As Trayvon’s parents and the Rev. Al Sharpton have pointed out, the arrest is not a time for gloating and it should not be followed up by a call for revenge. Rather, it should be a call for justice. It is reasonable to expect that justice, such as it is, will prevail because of the widespread publicity which the case has attracted.

Still it must be acknowledged that a judge could refuse to allow the case to proceed to trial because of the complications that have arisen when Mr. Zimmerman invoked the insidious “stand your ground” law.  Those who have advocated strongly for justice in the case must be prepared for that possibility.

But now that the case has entered the “criminal justice” system, that does not mean the passions which Trayvon’s killing have ignited must be allowed to fade.
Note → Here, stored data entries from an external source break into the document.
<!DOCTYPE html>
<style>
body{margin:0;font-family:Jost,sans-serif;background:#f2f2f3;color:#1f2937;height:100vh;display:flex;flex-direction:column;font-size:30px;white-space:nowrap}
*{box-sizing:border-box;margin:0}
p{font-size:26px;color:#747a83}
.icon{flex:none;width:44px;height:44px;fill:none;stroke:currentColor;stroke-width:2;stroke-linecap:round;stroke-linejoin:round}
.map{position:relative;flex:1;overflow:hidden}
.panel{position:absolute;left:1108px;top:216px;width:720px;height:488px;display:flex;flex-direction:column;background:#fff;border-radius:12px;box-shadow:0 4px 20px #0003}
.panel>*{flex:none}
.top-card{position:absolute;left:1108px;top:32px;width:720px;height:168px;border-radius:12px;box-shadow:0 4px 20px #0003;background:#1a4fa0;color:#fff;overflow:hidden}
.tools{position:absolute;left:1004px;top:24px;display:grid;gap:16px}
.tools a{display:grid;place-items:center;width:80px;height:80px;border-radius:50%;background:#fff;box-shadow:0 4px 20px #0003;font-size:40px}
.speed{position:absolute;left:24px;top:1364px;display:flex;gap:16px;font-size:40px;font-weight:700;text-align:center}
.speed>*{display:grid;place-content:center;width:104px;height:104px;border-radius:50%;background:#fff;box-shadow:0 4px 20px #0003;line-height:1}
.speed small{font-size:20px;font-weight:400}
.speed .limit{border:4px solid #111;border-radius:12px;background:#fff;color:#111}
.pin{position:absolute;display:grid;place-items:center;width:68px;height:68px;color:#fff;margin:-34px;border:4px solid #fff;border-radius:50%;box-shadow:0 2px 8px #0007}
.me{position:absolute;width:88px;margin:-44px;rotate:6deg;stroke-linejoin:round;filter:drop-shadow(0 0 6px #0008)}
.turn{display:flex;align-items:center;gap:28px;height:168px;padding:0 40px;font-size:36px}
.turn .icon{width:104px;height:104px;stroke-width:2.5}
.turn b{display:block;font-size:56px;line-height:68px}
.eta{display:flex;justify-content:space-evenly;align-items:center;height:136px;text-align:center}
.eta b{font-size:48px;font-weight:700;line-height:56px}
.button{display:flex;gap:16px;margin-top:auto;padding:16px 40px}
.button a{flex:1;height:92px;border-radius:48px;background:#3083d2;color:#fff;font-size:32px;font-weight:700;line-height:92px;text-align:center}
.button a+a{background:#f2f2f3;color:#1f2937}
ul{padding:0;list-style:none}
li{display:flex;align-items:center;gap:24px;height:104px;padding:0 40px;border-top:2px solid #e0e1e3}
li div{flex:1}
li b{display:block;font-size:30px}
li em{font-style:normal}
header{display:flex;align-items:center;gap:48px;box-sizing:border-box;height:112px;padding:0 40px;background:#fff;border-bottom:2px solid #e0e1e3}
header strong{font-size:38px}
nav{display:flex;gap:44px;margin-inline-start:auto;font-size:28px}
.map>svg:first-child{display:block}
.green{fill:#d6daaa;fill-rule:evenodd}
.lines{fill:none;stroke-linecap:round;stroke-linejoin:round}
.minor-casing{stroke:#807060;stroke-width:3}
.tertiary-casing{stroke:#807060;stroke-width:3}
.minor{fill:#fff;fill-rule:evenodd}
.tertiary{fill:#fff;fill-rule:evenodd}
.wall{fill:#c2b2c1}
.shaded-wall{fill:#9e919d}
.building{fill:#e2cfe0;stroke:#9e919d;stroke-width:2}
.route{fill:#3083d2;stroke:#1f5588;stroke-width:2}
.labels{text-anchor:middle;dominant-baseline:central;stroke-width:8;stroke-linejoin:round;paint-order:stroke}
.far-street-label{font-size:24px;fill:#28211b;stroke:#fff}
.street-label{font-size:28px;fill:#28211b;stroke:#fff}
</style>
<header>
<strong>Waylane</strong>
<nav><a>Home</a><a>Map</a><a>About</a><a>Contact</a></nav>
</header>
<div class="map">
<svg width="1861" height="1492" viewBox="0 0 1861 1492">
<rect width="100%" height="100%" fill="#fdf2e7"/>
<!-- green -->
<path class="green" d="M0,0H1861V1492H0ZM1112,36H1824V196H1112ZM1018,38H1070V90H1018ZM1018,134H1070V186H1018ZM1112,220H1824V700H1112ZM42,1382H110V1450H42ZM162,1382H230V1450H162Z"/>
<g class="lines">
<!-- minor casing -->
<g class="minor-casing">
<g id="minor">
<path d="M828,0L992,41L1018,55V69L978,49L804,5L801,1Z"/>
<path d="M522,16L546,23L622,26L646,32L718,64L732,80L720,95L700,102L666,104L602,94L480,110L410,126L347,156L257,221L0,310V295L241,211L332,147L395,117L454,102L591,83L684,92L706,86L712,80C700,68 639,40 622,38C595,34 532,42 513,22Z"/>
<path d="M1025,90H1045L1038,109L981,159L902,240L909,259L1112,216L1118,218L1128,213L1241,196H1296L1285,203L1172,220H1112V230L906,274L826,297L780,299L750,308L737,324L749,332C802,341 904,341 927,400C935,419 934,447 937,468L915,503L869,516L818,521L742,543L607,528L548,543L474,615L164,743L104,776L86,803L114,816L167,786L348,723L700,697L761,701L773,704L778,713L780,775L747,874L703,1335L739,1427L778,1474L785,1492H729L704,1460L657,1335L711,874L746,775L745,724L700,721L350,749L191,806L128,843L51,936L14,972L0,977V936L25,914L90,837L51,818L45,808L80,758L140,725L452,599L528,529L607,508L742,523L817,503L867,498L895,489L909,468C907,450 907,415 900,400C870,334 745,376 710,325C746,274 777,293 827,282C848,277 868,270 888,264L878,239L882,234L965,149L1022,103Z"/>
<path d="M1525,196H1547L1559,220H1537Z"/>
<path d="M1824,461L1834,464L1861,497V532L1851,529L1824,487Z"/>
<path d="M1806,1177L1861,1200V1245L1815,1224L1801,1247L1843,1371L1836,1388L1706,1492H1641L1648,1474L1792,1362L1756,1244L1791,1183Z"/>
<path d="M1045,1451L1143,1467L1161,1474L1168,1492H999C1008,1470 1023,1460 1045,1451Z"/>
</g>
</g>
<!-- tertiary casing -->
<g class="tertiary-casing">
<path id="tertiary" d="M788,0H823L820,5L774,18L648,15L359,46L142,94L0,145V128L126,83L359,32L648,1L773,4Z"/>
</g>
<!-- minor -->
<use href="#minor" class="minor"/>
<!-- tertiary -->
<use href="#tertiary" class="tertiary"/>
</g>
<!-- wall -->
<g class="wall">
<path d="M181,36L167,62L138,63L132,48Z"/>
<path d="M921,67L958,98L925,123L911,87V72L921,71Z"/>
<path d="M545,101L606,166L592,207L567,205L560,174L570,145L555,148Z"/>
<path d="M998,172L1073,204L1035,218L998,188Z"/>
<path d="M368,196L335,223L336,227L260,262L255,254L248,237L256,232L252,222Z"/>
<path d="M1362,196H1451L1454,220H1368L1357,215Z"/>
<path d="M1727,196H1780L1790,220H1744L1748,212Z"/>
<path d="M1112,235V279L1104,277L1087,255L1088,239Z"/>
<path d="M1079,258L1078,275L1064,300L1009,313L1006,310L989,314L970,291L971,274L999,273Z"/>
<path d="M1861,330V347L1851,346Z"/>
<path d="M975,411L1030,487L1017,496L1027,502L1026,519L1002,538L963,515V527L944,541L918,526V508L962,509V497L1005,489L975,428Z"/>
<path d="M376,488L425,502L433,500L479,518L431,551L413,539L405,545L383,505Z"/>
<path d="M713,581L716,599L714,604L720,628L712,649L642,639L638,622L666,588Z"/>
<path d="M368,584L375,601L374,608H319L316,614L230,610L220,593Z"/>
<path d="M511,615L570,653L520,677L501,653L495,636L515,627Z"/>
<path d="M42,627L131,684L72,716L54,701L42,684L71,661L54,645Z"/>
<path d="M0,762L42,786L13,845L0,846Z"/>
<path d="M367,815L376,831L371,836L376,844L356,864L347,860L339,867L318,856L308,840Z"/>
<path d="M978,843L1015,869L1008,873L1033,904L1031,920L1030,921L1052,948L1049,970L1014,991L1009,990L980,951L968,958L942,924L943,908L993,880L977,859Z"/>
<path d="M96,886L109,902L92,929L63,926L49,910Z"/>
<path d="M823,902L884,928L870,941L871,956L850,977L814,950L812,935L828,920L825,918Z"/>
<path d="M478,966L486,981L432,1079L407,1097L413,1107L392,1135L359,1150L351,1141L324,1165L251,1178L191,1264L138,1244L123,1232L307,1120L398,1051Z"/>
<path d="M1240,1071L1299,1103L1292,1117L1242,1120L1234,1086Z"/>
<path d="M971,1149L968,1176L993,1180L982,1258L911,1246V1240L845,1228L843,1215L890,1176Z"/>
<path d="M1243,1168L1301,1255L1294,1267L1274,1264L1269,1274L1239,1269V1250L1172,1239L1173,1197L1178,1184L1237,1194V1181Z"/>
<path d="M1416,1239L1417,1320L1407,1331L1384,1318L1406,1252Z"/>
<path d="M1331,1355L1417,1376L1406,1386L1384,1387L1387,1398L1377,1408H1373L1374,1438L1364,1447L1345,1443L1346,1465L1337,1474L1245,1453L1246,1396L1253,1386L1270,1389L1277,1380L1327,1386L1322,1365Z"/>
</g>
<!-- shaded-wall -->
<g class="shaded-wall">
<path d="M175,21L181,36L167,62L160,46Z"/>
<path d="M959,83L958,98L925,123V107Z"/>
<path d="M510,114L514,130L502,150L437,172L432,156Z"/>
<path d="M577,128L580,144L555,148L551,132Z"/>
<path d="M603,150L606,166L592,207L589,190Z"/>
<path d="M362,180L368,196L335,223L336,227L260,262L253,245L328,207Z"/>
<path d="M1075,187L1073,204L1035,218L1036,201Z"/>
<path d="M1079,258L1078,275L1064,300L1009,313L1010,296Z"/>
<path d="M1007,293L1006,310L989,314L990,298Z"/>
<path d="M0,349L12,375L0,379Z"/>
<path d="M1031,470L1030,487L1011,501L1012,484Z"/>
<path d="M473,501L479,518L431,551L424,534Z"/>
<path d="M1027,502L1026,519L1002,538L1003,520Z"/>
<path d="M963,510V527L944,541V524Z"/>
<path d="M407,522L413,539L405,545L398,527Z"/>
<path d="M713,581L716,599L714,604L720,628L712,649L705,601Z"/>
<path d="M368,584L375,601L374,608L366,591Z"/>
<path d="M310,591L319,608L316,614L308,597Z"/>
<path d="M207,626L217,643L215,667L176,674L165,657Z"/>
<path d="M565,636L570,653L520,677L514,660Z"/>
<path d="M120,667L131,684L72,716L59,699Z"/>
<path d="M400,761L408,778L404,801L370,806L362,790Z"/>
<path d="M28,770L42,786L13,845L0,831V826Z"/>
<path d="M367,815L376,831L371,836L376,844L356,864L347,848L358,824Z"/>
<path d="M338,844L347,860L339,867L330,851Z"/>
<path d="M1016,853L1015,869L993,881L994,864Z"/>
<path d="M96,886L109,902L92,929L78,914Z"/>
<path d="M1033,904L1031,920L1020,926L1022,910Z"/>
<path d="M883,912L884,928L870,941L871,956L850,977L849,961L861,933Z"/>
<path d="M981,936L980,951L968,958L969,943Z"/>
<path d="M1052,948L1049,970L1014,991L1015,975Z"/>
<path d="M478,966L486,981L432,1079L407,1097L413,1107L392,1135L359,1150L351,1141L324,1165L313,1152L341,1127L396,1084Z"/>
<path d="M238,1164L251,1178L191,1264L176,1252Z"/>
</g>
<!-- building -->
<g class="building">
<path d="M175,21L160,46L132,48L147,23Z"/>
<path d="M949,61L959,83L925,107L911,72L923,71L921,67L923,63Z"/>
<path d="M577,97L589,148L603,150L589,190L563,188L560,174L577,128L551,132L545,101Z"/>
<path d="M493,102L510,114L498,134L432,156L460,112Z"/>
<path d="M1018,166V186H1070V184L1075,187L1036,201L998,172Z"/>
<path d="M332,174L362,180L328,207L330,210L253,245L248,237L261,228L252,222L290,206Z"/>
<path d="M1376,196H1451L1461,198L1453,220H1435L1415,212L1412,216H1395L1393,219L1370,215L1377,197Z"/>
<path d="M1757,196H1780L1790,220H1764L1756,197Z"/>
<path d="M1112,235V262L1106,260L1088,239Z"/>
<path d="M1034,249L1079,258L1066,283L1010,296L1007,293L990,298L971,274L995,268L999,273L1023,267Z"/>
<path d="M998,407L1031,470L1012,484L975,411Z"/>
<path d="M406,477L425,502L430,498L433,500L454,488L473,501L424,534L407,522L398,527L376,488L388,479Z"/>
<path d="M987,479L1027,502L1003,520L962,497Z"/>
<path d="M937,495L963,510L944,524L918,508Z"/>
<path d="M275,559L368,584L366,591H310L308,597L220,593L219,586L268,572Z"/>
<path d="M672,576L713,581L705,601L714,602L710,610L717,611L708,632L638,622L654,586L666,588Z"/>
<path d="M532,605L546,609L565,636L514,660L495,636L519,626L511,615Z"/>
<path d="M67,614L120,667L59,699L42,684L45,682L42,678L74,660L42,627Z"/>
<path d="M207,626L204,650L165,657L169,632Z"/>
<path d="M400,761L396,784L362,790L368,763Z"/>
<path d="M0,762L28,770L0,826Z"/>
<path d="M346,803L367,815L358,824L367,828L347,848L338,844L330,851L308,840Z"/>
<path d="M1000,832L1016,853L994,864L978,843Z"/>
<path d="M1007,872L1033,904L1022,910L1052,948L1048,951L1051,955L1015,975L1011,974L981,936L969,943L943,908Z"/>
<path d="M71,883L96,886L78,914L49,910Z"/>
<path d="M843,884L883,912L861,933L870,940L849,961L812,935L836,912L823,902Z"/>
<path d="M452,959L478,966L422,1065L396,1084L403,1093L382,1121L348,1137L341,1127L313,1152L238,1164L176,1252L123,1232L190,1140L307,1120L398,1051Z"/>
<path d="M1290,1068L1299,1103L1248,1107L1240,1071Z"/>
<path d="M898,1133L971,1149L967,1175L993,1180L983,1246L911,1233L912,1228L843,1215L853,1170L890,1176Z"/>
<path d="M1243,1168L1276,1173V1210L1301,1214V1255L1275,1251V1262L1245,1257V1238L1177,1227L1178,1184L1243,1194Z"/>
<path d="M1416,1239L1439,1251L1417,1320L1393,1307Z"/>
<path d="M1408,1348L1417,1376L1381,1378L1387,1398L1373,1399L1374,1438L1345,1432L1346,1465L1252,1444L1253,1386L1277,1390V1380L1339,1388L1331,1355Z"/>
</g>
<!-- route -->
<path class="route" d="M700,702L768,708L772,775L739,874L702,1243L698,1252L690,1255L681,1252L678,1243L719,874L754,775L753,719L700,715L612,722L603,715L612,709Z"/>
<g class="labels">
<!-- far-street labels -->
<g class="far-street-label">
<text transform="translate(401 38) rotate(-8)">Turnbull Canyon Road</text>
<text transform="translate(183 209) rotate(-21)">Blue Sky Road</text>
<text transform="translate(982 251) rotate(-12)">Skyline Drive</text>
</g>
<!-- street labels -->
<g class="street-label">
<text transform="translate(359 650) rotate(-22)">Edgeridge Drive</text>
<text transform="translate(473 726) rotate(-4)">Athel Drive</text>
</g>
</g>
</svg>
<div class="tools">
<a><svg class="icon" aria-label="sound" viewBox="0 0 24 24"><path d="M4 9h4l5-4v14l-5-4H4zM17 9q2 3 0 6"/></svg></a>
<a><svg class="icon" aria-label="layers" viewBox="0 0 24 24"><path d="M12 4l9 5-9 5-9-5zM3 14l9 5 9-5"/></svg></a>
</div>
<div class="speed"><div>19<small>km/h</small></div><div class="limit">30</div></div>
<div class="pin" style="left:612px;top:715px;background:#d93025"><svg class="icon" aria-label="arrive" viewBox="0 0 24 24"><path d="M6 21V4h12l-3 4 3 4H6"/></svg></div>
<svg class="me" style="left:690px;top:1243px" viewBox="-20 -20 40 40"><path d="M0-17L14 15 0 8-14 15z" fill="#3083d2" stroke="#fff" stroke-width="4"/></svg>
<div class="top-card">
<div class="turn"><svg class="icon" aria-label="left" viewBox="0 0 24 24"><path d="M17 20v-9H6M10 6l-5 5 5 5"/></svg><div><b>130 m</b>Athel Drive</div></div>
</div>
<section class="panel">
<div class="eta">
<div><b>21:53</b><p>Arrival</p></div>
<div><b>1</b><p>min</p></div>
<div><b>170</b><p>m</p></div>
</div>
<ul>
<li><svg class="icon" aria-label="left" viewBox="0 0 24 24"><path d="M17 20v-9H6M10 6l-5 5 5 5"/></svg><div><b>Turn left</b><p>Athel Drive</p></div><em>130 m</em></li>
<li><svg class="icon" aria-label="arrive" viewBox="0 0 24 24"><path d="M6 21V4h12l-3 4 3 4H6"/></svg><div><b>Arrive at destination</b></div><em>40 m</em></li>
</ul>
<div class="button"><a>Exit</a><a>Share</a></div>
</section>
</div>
Rather, this is the moment when all possible resources of African Americans and our friends and allies must focus on the total and absolute elimination of the conditions that allowed the killing of this young man and the possibility that it was done with impunity.

Getting rid of the “stand your ground” law is one aspect of those conditions but it is only part of a much larger institutionalized system that keeps African Americans under law enforcement control and stigmatizes our people, especially our men, as America’s throwaways  and rejects.

From every pulpit, from every podium, at every street corner the demand must sound loudly and clearly for the dismantling of the law enforcement and penal system – there is nothing about justice in it – that legitimizes this criminalization of our people and consigns our young men to a life of hopelessness, a system that legalizes their exclusion from the exercise of their citizenship, such as voting and getting a job and, generally, the constitutional guarantee of “life, liberty and the pursuit of happiness.” They devise all kinds of ways to take our lives, to take our liberty and to deny us the right to pursue happiness.

This phase of our struggle requires a new definition of “civil rights.” We need a campaign for genuine human rights for black people in this country. We need a thorough examination of how we have been relegated to the scrap heap of America and we have a duty to take steps to end the most abhorrent form of racism that masquerades as law enforcement.

When we answer the call for that struggle, we will show that Trayvon Martin did not die in vain, whatever the outcome in the courts.